### Exercise directions:
Skip the pictures. Give all the data again exactly.

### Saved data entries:
#####

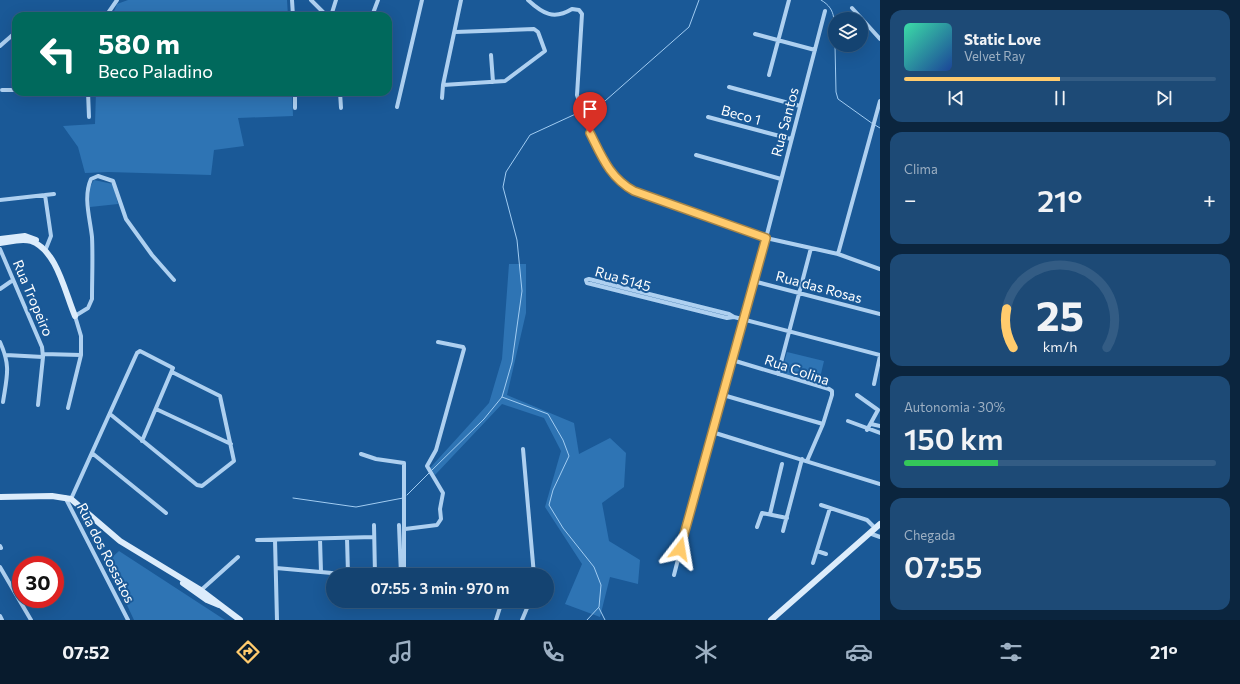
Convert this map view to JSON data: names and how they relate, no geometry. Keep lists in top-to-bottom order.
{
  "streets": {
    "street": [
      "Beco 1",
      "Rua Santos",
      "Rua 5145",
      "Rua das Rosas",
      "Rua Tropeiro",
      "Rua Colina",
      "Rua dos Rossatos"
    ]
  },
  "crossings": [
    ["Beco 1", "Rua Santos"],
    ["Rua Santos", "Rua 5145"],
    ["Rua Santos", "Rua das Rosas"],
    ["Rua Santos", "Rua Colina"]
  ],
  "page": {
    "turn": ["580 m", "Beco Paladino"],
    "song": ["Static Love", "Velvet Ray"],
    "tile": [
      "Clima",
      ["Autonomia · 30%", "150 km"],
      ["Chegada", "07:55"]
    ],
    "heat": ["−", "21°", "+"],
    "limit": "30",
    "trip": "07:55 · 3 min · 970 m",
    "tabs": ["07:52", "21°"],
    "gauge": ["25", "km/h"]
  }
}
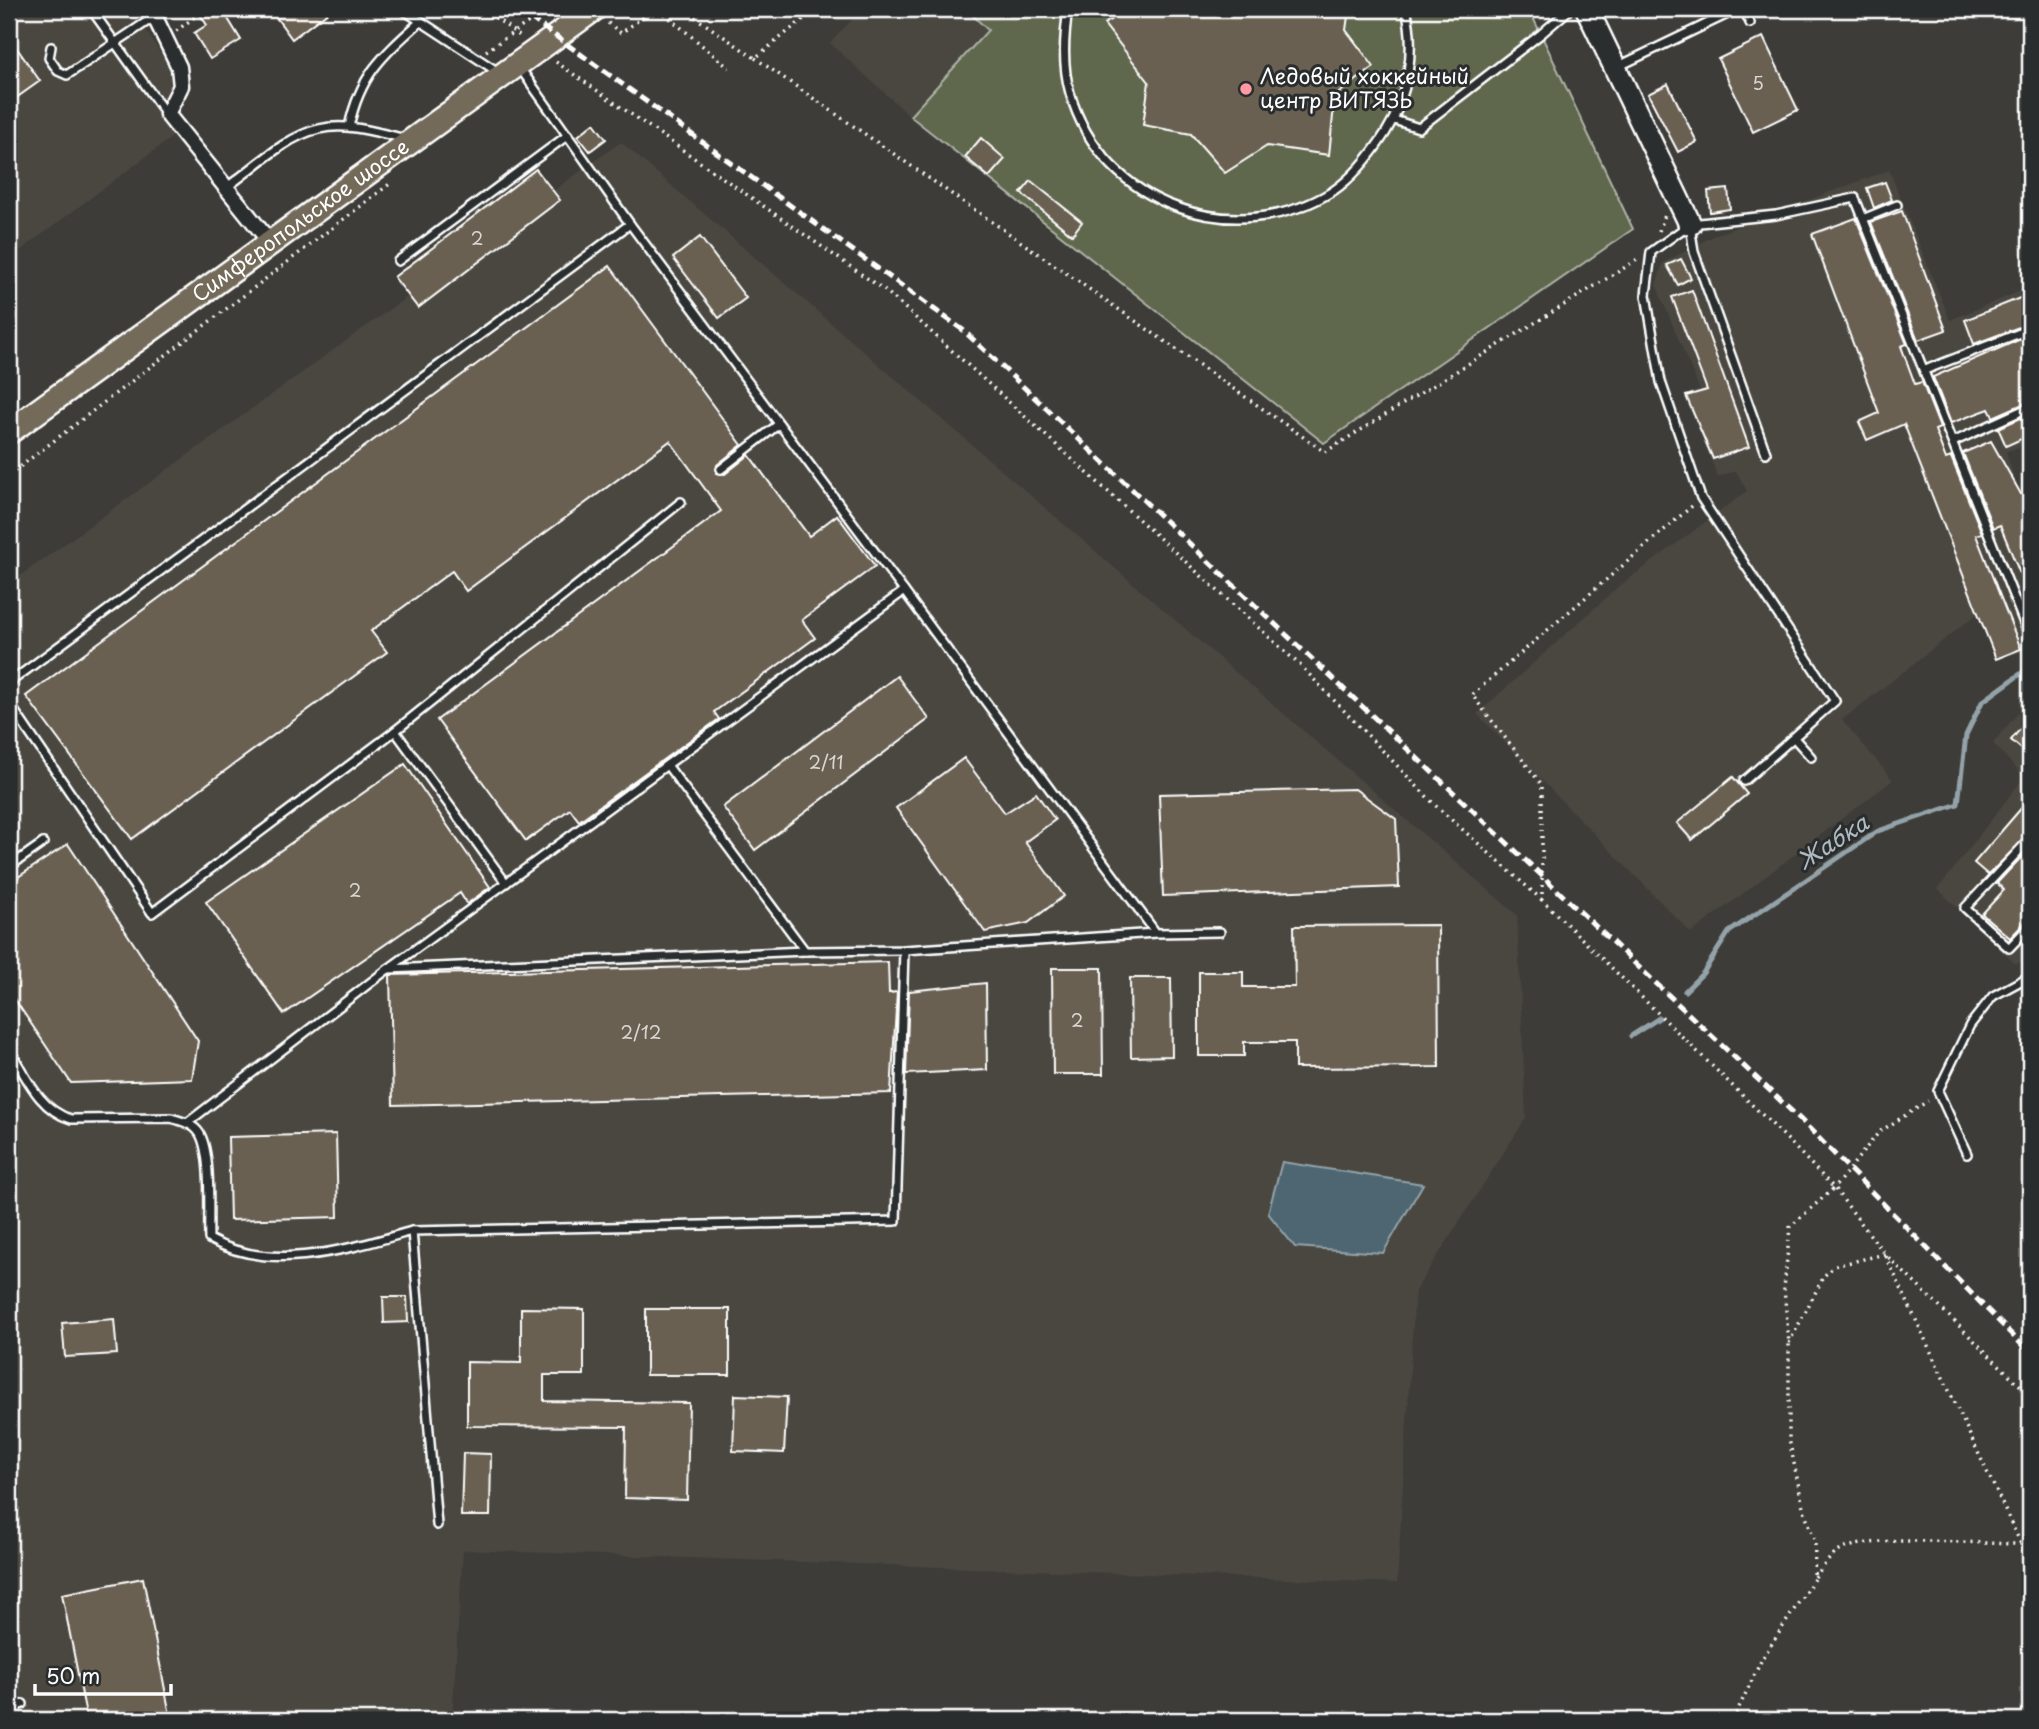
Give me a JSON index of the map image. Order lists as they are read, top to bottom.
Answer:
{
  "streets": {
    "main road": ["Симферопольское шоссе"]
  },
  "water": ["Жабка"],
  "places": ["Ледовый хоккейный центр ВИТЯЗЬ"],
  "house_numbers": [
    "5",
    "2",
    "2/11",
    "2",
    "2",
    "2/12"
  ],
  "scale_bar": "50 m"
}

#####

### Reply to the exercise:
Convert this map view to JSON data: names and how they relate, no geometry. Keep lists in top-to-bottom order.
{
  "streets": {
    "street": [
      "Beco 1",
      "Rua Santos",
      "Rua 5145",
      "Rua das Rosas",
      "Rua Tropeiro",
      "Rua Colina",
      "Rua dos Rossatos"
    ]
  },
  "crossings": [
    ["Beco 1", "Rua Santos"],
    ["Rua Santos", "Rua 5145"],
    ["Rua Santos", "Rua das Rosas"],
    ["Rua Santos", "Rua Colina"]
  ],
  "page": {
    "turn": ["580 m", "Beco Paladino"],
    "song": ["Static Love", "Velvet Ray"],
    "tile": [
      "Clima",
      ["Autonomia · 30%", "150 km"],
      ["Chegada", "07:55"]
    ],
    "heat": ["−", "21°", "+"],
    "limit": "30",
    "trip": "07:55 · 3 min · 970 m",
    "tabs": ["07:52", "21°"],
    "gauge": ["25", "km/h"]
  }
}
Give me a JSON index of the map image. Order lists as they are read, top to bottom.
Answer:
{
  "streets": {
    "main road": ["Симферопольское шоссе"]
  },
  "water": ["Жабка"],
  "places": ["Ледовый хоккейный центр ВИТЯЗЬ"],
  "house_numbers": [
    "5",
    "2",
    "2/11",
    "2",
    "2",
    "2/12"
  ],
  "scale_bar": "50 m"
}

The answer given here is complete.